Rabbi Akiba had always known that his daughter was very devoted to the poor, but this was something special, and he was very happy indeed. “Tzedoko (charity) delivereth from death,” he exclaimed.
This story is recorded in the Talmud. It happened a very long time ago.
I would like to share an incredible story that happened to me this week.
Times are challenging. Chabad of Thailand has just suffered the great loss of Mrs. Miriam Segal of Phuket after many months of immense suffering. I found that I needed to get a bridge loan to make sure that bills were paid.

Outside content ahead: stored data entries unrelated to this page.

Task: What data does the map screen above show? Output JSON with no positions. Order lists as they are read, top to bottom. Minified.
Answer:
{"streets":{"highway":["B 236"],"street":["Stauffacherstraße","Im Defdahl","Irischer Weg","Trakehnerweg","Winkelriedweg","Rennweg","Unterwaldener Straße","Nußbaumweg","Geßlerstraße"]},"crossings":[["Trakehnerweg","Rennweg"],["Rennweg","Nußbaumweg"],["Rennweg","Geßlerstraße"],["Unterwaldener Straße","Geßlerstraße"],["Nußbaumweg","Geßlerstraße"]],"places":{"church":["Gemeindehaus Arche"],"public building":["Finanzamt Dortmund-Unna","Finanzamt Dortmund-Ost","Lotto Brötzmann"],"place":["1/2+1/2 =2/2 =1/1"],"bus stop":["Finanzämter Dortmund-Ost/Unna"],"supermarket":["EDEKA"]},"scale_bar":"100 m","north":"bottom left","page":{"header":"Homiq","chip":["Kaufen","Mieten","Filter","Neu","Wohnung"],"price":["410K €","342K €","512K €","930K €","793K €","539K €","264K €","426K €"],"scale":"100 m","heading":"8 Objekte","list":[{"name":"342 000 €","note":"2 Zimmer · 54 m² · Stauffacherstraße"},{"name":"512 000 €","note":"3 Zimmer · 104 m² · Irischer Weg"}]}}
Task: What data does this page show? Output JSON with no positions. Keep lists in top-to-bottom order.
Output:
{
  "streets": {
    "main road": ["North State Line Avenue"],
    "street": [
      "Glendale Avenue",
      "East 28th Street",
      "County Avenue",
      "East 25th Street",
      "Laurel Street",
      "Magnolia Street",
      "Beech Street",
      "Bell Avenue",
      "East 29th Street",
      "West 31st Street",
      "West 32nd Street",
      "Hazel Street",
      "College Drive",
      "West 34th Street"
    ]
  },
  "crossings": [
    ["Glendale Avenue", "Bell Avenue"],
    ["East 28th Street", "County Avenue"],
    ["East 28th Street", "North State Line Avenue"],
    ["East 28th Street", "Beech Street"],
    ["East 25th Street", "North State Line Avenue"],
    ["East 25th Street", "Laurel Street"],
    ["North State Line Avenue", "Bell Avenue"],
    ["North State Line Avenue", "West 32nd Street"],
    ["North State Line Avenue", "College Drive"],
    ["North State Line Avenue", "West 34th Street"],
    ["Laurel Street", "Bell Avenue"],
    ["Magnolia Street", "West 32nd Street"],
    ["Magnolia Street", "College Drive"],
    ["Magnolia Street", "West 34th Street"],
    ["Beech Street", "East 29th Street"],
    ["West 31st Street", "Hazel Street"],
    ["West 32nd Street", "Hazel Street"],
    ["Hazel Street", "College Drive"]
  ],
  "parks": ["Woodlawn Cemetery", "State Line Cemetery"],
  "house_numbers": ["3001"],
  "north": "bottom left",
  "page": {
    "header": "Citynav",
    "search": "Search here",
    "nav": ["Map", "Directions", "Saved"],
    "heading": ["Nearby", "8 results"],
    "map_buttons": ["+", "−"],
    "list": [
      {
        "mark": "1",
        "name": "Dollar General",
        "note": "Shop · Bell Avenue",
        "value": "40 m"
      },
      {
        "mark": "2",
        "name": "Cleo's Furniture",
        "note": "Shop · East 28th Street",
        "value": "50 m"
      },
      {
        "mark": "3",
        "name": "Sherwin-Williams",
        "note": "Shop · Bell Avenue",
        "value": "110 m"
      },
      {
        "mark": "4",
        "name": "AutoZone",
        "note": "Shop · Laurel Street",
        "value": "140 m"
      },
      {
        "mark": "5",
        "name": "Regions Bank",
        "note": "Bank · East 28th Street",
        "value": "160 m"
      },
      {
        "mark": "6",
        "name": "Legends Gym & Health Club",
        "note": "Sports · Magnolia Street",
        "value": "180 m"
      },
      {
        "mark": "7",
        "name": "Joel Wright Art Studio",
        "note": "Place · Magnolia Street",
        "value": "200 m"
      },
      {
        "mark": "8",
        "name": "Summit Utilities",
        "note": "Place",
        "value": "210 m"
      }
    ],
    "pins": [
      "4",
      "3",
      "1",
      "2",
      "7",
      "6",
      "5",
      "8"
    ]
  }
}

In reviewing my options of who could help me with the interest free loan I was seeking, I thought of a particular colleague N.H. I reached out to him. He told me times were tough for him and seemed resistant to extending the loan. I sensed that he did have the ability to give me the loan, but it was not easy for him emotionally due to the uncertain conditions in the world. Usually I would have wished him well and turned to another friend for help. This time I decided to persist. To be honest, I am not sure what drove me to urge him to do this gemilut chasadim of giving me the loan despite his reluctance. I just had this internal feeling that it would be a favor for N.H. if he would do this mitzva and act of benevolence.
N.H. finally acquiesced and said that he would give me the interest free loan. He asked me to please pray for him when I next visited the Rebbe’s Ohel. I told him that I was about to set out from Brooklyn to visit the Rebbe’s Ohel and asked him to send me his names and mothers name for prayer purposes. He sent me the names, asked me to arrange a guarantor for the loan and said he would do it a bit later. In the meantime I headed out to the Ohel.
As I was in the car heading to the Ohel, I got a WhatsApp from my above friend.
He wrote: ‘I have the merit that now I have to make a big feast of thanksgiving.’
I asked him what for?
He said just a few minutes ago ‘I saw a Jewish person getting accosted in front of my Chabad center by two people and I ran out to help him. Before I knew it, we both had guns put to our heads’.
And? I asked him by return WhatsApp.
He responded: ‘And thank G-d I am here to tell the story… Police came and they went running, I think they arrested them’.
My dear friends, this miracle happened in front of my eyes a mere three days ago on April 6 2021.
The sequence of events is surreal.
N.H. went beyond his comfort zone to do and act of chessed. Hashem saved his life from the threat of death.
We don’t always see the results of our good deeds.
Most of the times, the miracles that G-d makes for us we are not aware of. They happen in the background. Once in a while we get a chance to see Hashems miracles openly.
This week, I got to see the causality between Tzedaka and saving from death. Just like the story of Rabbi Akiva.
THANK YOU HASHEM for allowing me to see with my very own eyes, how giving to someone else is really the most potent form of receiving. Receiving Hashems unlimited blessings that he bestows upon those who do good.
I am sure this story was given to me not to keep for myself. Thus I share it with you. In the hope that it inspires you as it inspired me!
And perhaps to also provide the opportunity to give a suggestion for personal protection.
Unfortunately, after things were going so well for quite some time, Bangkok is now experiencing a resurgence of Covid cases. This calls on us to be prudent and exercise care based on the recommendations of the virology experts.
I wanted to add the spiritual protection angle.
Consider upping your G-dly protective gear by doing acts of kindness to others.
There are myriad ways to do Gemilut Chasadim. Through the care and love we show others. Through helping the needy with Tzedaka, through providing interest free loans for those who need help with cash flow, and generally through thinking more about how to gladden the hearts of the downtrodden.
As we deal with this uptick and surge, we beseech the Almighty to bless us with life and health, to be able to continue to serve Him with love.